The discovery that drugs in today’s toolbox are more useful than previously imagined is why the new test will improve the way new antibiotics are prescribed, used, and discovered, says Mahan. “Anyone can use this. We have made this freely available to all; there’s no patent protection.”
There’s also no learning curve. The only difference between the old and new tests is that tissue culture media is used, which is commercially available everywhere, he continues. The standard test instead uses Mueller–Hinton broth developed in 1941 to grow Neisseria gonorrhea, and it fails to consider the environmental conditions in the body that enable bacteria to outwit antibiotics by, for example, changing their surface to prevent antibiotic entry.
The imperfect correlation between recommended antibiotics and clinical observations over the years has given rise to the “90–60” rule, which holds that infections caused by isolates defined as “susceptible” respond well to therapy in 90% of cases, whereas infections caused by isolates defined as “resistant” respond well in 60% of cases.
The implications of all this in the fight against antimicrobial resistance are significant, says Mahan, given that it takes 10 to 15 years at a cost of $1.7 billion to bring a new drug to market. “Reevaluation of existing antibiotics may be of far greater benefit,” especially since 95% of antibiotic research is being done by small and woefully under-funded biotech companies and most of them have never made a product.
For big pharma, sales for a given antibiotic are less than $50 million annually relative to the enormous cost of developing a single agent, he says. “It’s a no-win situation. You either must charge more or subsidize the pharmaceutical companies since they have basically abandoned antibiotic research because it is fiscally untenable.”
Adoption of the new AST approach might not be entirely welcome news to the few companies that have made a capital investment in an antibiotic if it is revealed to have limited effectiveness, he says. However, the ubiquitous Z-Pak—which has been generic since 2005—has emerged as a clear winner. “It scores very low on the gold-standard test for MRSA and thus is not [up to now] prescribed for this indication.”
Sepsis and Human Testing
Sepsis not only has an unreasonably high 30% mortality rate, Mahan says, even if patients survive, retrospective studies have shown they have an “irreversibly shortened” lifespan since the condition causes massive inflammation and clotting throughout the body. And many survivors have cognitive decline.
For hospitals, sepsis is also incredibly expensive to treat, he continues. This is because death results from multiple organs being deprived of oxygen. This occurs because of blood clotting throughout the body—termed disseminated intravascular coagulation (DIC)—or “death is coming” in physician vernacular. Also, blood vessels become very leaky, causing a catastrophic drop in blood pressure. Hospitals routinely use a sequential organ failure assessment score (SOFA) to track this deadly cascade of events, and those tests are costly.

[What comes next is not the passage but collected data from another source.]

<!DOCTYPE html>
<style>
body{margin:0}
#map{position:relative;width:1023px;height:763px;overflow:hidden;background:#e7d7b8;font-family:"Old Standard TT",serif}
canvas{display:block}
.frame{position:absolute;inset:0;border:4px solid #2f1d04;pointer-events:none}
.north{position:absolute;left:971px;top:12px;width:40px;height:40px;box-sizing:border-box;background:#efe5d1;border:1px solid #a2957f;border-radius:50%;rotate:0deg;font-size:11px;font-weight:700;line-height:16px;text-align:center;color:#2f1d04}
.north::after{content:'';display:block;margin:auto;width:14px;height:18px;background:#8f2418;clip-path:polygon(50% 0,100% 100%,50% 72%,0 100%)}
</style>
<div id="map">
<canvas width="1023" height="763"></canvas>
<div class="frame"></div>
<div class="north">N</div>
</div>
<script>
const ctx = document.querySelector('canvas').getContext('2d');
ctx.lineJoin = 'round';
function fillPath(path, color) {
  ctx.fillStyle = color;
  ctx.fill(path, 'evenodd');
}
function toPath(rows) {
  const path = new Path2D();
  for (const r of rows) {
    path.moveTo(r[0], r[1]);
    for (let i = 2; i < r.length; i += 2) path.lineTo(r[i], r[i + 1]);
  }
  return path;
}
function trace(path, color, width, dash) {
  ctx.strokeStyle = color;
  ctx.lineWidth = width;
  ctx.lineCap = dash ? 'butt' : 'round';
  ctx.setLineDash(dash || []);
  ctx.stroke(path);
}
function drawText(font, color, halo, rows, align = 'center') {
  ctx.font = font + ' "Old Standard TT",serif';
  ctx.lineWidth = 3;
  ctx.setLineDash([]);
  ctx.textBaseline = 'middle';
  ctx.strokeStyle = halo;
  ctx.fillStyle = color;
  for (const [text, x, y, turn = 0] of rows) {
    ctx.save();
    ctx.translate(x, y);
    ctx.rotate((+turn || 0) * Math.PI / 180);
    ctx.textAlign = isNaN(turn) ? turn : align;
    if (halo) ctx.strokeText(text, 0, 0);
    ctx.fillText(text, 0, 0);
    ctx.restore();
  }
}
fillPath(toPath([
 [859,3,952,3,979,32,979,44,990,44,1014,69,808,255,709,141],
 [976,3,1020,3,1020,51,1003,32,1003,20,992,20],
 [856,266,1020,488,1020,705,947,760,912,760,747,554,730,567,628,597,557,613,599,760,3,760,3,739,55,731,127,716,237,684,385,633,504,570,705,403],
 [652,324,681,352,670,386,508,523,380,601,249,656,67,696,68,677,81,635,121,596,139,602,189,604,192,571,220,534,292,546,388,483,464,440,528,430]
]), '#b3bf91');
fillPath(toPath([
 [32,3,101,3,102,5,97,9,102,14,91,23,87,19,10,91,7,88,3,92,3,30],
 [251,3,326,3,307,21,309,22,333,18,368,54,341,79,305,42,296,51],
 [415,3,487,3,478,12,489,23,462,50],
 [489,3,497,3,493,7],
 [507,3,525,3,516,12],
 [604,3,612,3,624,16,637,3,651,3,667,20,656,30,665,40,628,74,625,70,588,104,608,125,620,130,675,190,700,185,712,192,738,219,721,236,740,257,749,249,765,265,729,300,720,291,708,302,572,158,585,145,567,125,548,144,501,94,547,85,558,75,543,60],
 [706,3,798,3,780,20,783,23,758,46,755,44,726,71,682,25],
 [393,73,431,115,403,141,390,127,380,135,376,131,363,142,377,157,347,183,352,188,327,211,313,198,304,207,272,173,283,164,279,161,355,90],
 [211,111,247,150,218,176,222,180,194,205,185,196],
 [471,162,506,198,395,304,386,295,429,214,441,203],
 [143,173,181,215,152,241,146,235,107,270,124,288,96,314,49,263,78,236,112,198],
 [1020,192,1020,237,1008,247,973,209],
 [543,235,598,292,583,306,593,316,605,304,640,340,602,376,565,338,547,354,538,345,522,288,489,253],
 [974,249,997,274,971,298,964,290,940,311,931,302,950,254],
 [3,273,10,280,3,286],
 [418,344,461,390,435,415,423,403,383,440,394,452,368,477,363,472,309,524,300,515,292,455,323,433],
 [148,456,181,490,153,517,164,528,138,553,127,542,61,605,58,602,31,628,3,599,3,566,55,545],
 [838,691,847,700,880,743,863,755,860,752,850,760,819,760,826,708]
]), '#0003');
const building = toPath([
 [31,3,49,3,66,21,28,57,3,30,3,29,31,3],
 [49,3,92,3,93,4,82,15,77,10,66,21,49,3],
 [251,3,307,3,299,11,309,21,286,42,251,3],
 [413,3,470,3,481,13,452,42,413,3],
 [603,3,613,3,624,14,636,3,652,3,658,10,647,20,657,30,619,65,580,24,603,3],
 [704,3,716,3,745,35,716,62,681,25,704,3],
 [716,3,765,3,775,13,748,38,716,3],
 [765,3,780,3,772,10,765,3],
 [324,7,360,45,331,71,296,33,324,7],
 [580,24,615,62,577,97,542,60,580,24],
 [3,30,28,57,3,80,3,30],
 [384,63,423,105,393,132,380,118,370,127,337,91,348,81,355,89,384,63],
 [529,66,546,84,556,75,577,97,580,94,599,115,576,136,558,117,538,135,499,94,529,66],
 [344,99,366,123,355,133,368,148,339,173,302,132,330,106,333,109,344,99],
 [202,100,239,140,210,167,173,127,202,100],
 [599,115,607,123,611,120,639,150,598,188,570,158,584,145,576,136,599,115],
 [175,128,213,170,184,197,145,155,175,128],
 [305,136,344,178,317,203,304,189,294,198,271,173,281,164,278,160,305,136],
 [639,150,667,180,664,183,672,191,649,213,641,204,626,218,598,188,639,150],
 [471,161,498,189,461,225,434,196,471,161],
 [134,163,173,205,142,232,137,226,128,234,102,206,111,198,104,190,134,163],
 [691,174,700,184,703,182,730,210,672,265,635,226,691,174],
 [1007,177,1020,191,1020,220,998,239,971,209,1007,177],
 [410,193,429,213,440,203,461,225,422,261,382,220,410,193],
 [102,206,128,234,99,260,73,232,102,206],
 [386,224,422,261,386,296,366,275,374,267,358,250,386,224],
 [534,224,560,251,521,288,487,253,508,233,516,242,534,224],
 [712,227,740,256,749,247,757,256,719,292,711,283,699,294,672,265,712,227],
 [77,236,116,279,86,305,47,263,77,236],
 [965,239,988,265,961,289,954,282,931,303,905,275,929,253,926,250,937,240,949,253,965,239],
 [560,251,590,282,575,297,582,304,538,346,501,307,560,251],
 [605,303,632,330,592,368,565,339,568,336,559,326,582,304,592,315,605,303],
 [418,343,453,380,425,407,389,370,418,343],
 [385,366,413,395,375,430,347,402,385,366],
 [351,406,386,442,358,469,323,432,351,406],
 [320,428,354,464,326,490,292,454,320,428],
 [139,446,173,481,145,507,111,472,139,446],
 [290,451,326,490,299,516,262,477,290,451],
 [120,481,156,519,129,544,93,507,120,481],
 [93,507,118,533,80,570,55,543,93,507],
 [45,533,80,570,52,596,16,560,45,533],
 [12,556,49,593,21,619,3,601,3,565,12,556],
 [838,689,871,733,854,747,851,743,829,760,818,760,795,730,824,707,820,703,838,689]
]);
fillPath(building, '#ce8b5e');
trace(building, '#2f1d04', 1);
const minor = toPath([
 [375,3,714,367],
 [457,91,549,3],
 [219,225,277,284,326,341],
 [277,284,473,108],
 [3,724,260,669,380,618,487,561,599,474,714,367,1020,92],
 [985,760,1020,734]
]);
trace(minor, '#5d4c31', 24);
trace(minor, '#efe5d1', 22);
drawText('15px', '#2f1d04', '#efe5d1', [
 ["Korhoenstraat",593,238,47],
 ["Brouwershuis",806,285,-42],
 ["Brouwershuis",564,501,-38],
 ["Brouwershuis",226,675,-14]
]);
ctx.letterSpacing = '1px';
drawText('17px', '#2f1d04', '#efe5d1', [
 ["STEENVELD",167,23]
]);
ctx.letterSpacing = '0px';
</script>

A human subjects protocol allowing use of the new AST approach in selective cases is undergoing approval at Santa Barbara Cottage Hospital, Mahan reports. Treatment for patients in sepsis that are not responding to their standard antibiotic regimen will now also include antibiotics recommended by the new test, termed adjunctive therapy.

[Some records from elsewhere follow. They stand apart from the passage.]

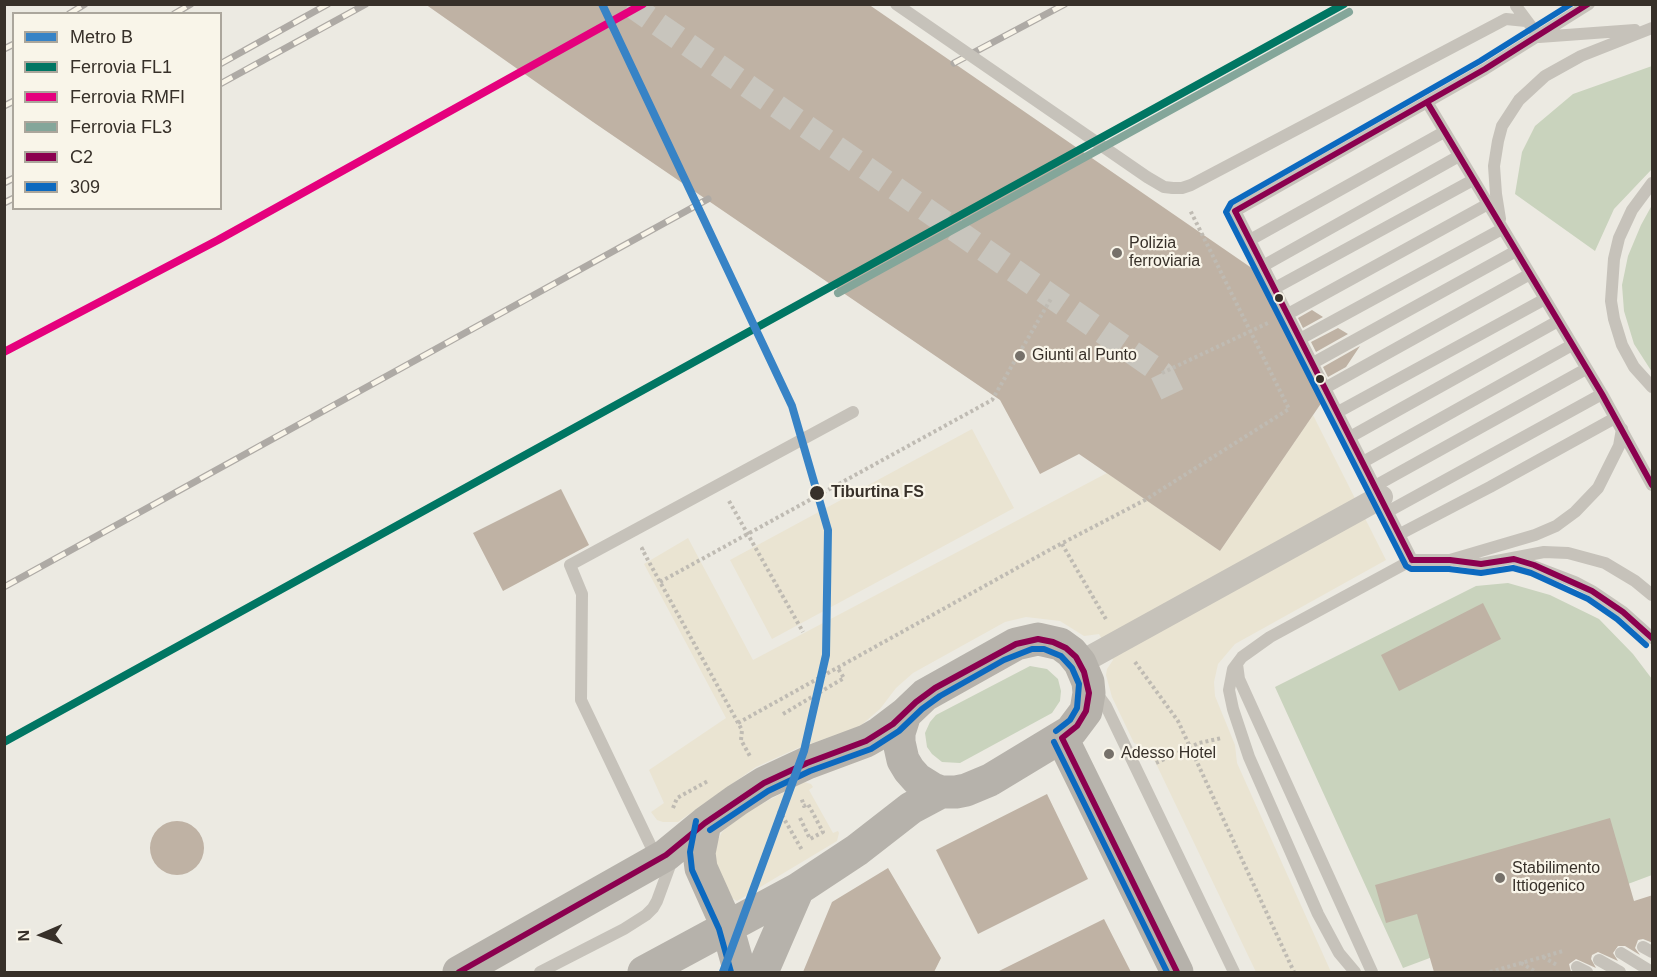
<!DOCTYPE html>
<html>
<head>
<meta charset="utf-8">
<style>
	body { margin:0 }
	#map { position:relative; width:1657px; height:977px; overflow:hidden; background:#eceae2; font-family:Arial,sans-serif }
	canvas { display:block }
	.frame { position:absolute; inset:0; border:6px solid #373029; pointer-events:none }
	.legend { position:absolute; left:12px; top:12px; width:210px; height:198px; box-sizing:border-box; background:#f9f5e9; border:2px solid #aba69c; margin:0; padding:8px 10px; list-style:none; font-size:18px; color:#373029 }
	.legend li { display:flex; align-items:center; gap:12px; height:30px }
	.legend b { width:30px; border:2px solid #aba69c }
	.north { position:absolute; left:12px; top:905px; width:60px; height:60px; -webkit-text-stroke:4px #f9f5e9; paint-order:stroke; rotate:268deg; font-size:16px; font-weight:700; line-height:24px; text-align:center; color:#373029 }
	.north::after { content:''; display:block; margin:auto; width:21px; height:27px; background:#373029; clip-path:polygon(50% 0,100% 100%,50% 72%,0 100%) }
</style>
</head>
<body>
<div id="map">
<canvas width="1657" height="977"></canvas>
<div class="frame"></div>
<ul class="legend">
<li><b style="height:8px;background:#3783c6"></b>Metro B</li>
<li><b style="height:8px;background:#007663"></b>Ferrovia FL1</li>
<li><b style="height:8px;background:#e5007d"></b>Ferrovia RMFI</li>
<li><b style="height:8px;background:#84a69a"></b>Ferrovia FL3</li>
<li><b style="height:8px;background:#8b004f"></b>C2</li>
<li><b style="height:8px;background:#0c69bf"></b>309</li>
</ul>
<div class="north">N</div>
</div>
<script>
const ctx = document.querySelector('canvas').getContext('2d');
ctx.lineJoin = 'round';
function fill(path, color) {
  ctx.fillStyle = color;
  ctx.fill(path, 'evenodd');
}
function shape(rows) {
  const path = new Path2D();
  for (const r of rows) {
    if (r.length === 3) {
      path.moveTo(r[0] + r[2], r[1]);
      path.arc(r[0], r[1], r[2], 0, 2 * Math.PI);
      continue;
    }
    path.moveTo(r[0], r[1]);
    for (let i = 2; i < r.length; i += 2) path.lineTo(r[i], r[i + 1]);
  }
  return path;
}
function strokePath(path, color, width, dash) {
  ctx.strokeStyle = color;
  ctx.lineWidth = width;
  ctx.lineCap = dash ? 'butt' : 'round';
  ctx.setLineDash(dash || []);
  ctx.stroke(path);
}
function drawText(font, color, halo, rows, align = 'center') {
  ctx.font = font + ' Arial,sans-serif';
  ctx.lineWidth = 4.5;
  ctx.setLineDash([]);
  ctx.textBaseline = 'middle';
  ctx.strokeStyle = halo;
  ctx.fillStyle = color;
  for (const [text, x, y, turn = 0] of rows) {
    ctx.save();
    ctx.translate(x, y);
    ctx.rotate((+turn || 0) * Math.PI / 180);
    ctx.textAlign = isNaN(turn) ? turn : align;
    if (halo) ctx.strokeText(text, 0, 0);
    ctx.fillText(text, 0, 0);
    ctx.restore();
  }
}
fill(shape([
	[1652,66,1652,169,1614,209,1595,251,1515,194,1522,152,1535,126,1573,94],
	[1652,205,1652,372,1634,344,1624,311,1622,285,1628,256,1641,225],
	[1508,583,1550,595,1599,619,1633,654,1652,679,1652,875,1403,968,1275,687,1476,586],
	[1030,666,1047,669,1058,679,1061,691,1060,701,1052,713,960,763,942,762,932,754,927,747,925,733,930,722,936,715]
]), '#c9d3bd');
fill(shape([
	[1313,415,1386,560,1235,644,1218,664,1214,682,1215,696,1235,745,1237,763,1331,972,1256,972,1149,749,1134,743,1112,697,1106,675,1107,669,1113,660,1099,634,1084,636,1060,621,1026,617,1005,622,913,673,896,688,880,709,859,727,798,748,756,767,678,822,663,822,657,820,651,812,664,803,649,770,726,718,644,564,688,538,753,660,1107,473,1220,551],
	[972,429,1014,508,772,639,730,560],
	[804,782,811,784,813,787,809,790,833,833,838,831,839,833,837,841,737,901,732,898,714,863,717,842,722,832,746,812]
]), '#eae4d2');
fill(shape([
	[425,4,868,4,1256,271,1322,402,1220,551,1079,454,1040,474,1000,400,593,122],
	[1312,310,1323,317,1303,328,1298,318],
	[1338,328,1348,334,1316,352,1311,342],
	[1360,346,1346,367,1328,377,1323,367],
	[561,489,589,545,503,591,473,533],
	[1483,603,1501,639,1399,691,1381,655],
	[1047,794,1088,879,978,934,936,850],
	[1610,818,1634,901,1653,895,1653,943,1643,939,1638,940,1635,948,1640,955,1625,946,1618,946,1613,953,1618,961,1598,952,1592,955,1591,959,1596,968,1576,959,1569,964,1571,972,1434,972,1417,914,1386,923,1375,885],
	[177,848,27],
	[888,868,941,958,934,972,803,972,832,902],
	[1104,919,1131,972,997,972]
]), '#bfb2a4');
strokePath(shape([
	[629,4,1162,373,1176,402]
]), '#c8c5bd', 24, [24, 12]);
strokePath(shape([
	[1162,373,1270,322],
	[729,501,803,632],
	[1062,544,1107,621],
	[644,548,642,549,649,562,742,730,741,740,751,758],
	[660,582,992,400,1052,297],
	[825,660,822,666,826,674],
	[1135,662,1178,721,1294,972],
	[783,714,844,678,837,667],
	[738,723,1053,548,1145,500,1289,409,1190,210],
	[1156,763,1199,743,1222,738],
	[673,808,677,798,708,781],
	[779,810,802,850],
	[800,818,810,839,823,832,808,804,804,806,801,797],
	[1543,957,1557,965],
	[1521,963,1536,972],
	[1490,972,1563,951]
]), '#bfbbb3', 4, [3, 3]);
strokePath(shape([
	[1516,6,1539,37,1635,30],
	[1427,102,1602,394,1652,485],
	[1652,183,1632,210,1619,238,1614,259,1611,301,1614,319,1622,345,1634,367,1652,387],
	[1173,188,1182,188,1191,185,1506,19,1526,21],
	[1500,219,1496,194,1494,166,1498,141,1502,126,1519,100,1545,76,1581,56,1652,28],
	[1250,240,1444,132],
	[1263,266,1459,156],
	[1275,288,1473,180],
	[1288,314,1488,204],
	[1300,339,1502,229],
	[1313,363,1516,251],
	[1325,388,1530,274],
	[1338,412,1545,299],
	[1350,437,1558,321],
	[1363,462,1572,345],
	[1375,486,1586,369],
	[1389,511,1602,394],
	[1400,534,1490,487,1615,418],
	[1515,559,1575,582,1592,591,1623,612,1652,638],
	[1412,560,1235,211,1485,69,1589,4],
	[1454,560,1481,564,1544,552,1568,553,1605,563,1635,581,1652,595],
	[1237,664,1239,679,1372,972],
	[1095,691,1106,706,1234,972],
	[657,859,581,700,582,594,570,565,853,412],
	[1643,947,1652,952],
	[1621,953,1652,972],
	[1599,960,1620,972],
	[1577,967,1587,972],
	[540,972,624,929,646,915,653,908,657,901,672,860],
	[1355,972,1339,953,1318,914,1249,757,1233,709,1229,690,1233,669,1242,657,1270,637,1412,560,1450,560,1535,535,1556,526,1575,512,1598,488,1619,446,1622,429]
]), '#c6c2ba', 12);
strokePath(shape([
	[1080,663,1381,497]
]), '#c6c2ba', 24);
strokePath(shape([
	[1062,738,1177,972],
	[705,823,699,853,701,868,727,926,740,972],
	[459,972,666,855,705,823,737,800,764,783,807,763,866,741,880,733,905,714,925,695,1016,644,1038,639,1060,644,1071,652,1080,663,1088,682,1089,693,1086,711,1071,731,990,780,966,790,956,792,941,792,933,789,917,779,909,770,903,760,899,742,899,733,905,714],
	[644,972,798,889,857,850,911,808,941,792],
	[762,972,798,889]
]), '#b6b2ab', 33);
const rail = shape([
	[69,14,85,4],
	[174,14,191,4],
	[4,49,14,44],
	[954,63,1065,4],
	[220,64,328,4],
	[220,84,366,4],
	[4,106,14,101],
	[4,183,14,178],
	[4,203,14,198],
	[4,587,708,199]
]);
strokePath(rail, '#aeaaa5', 7);
strokePath(rail, '#f9f5e9', 4.5, [14]);
strokePath(shape([
	[896,4,1147,177,1164,187,1173,188]
]), '#c6c2ba', 12);
strokePath(shape([
	[1427,102,1602,394,1652,485],
	[1412,560,1235,211,1485,69,1588,4],
	[1412,560,1450,560,1481,564,1514,559,1534,565,1592,591,1623,612,1652,638],
	[459,972,666,855,705,823,764,783,807,763,866,741,893,724,916,702,935,688,1016,644,1038,639,1053,642,1066,648,1076,657,1084,672,1089,693,1086,711,1077,726,1062,738,1177,972]
]), '#8b004f', 6);
strokePath(shape([
	[1571,4,1480,61,1231,203,1226,212,1406,566,1411,569,1449,569,1481,573,1513,568,1531,573,1588,599,1617,619,1646,645],
	[1054,742,1167,972],
	[696,821,690,852,692,870,719,929,731,972],
	[710,830,768,791,810,771,871,749,899,731,922,709,940,696,1004,660,1032,649,1044,649,1061,656,1072,668,1079,684,1077,708,1070,720,1056,731]
]), '#0c69bf', 6);
strokePath(shape([
	[4,742,1344,4]
]), '#007663', 8);
strokePath(shape([
	[4,352,218,240,643,4]
]), '#e5007d', 8);
strokePath(shape([
	[838,293,1349,12]
]), '#84a69a', 8);
strokePath(shape([
	[602,4,792,406,828,530,826,655,804,751,723,972]
]), '#3783c6', 8);
for (const [x, y, r, color] of [
	[1117,253,6,"#76716a"],
	[1279,298,5,"#373029"],
	[1020,356,6,"#76716a"],
	[1320,379,5,"#373029"],
	[817,493,8,"#373029"],
	[1109,754,6,"#76716a"],
	[1500,878,6,"#76716a"]
]) {
  const dot = new Path2D();
  dot.arc(x, y, r, 0, 2 * Math.PI);
  ctx.fillStyle = color;
  ctx.fill(dot);
  strokePath(dot, '#f9f5e9', 2);
}
drawText('16px', '#373029', '#f9f5e9', [
	["Polizia",1129,244],
	["ferroviaria",1129,262],
	["Giunti al Punto",1032,356],
	["Adesso Hotel",1121,754],
	["Stabilimento",1512,869],
	["Ittiogenico",1512,887]
], 'left');
drawText('bold 16px', '#373029', '#f9f5e9', [
	["Tiburtina FS",831,493]
], 'left');
</script>
</body>
</html>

If researchers succeed in demonstrating that the addition of new AST improves patient outcomes, as Mahan fully expects will happen, they will have moved the test a step closer to the day when it theoretically replaces the gold-standard test for antibiotic susceptibility. The change will undoubtedly happen, he says, because the new test requires no change in instrumentation or procedures and promises significant cost and life savings.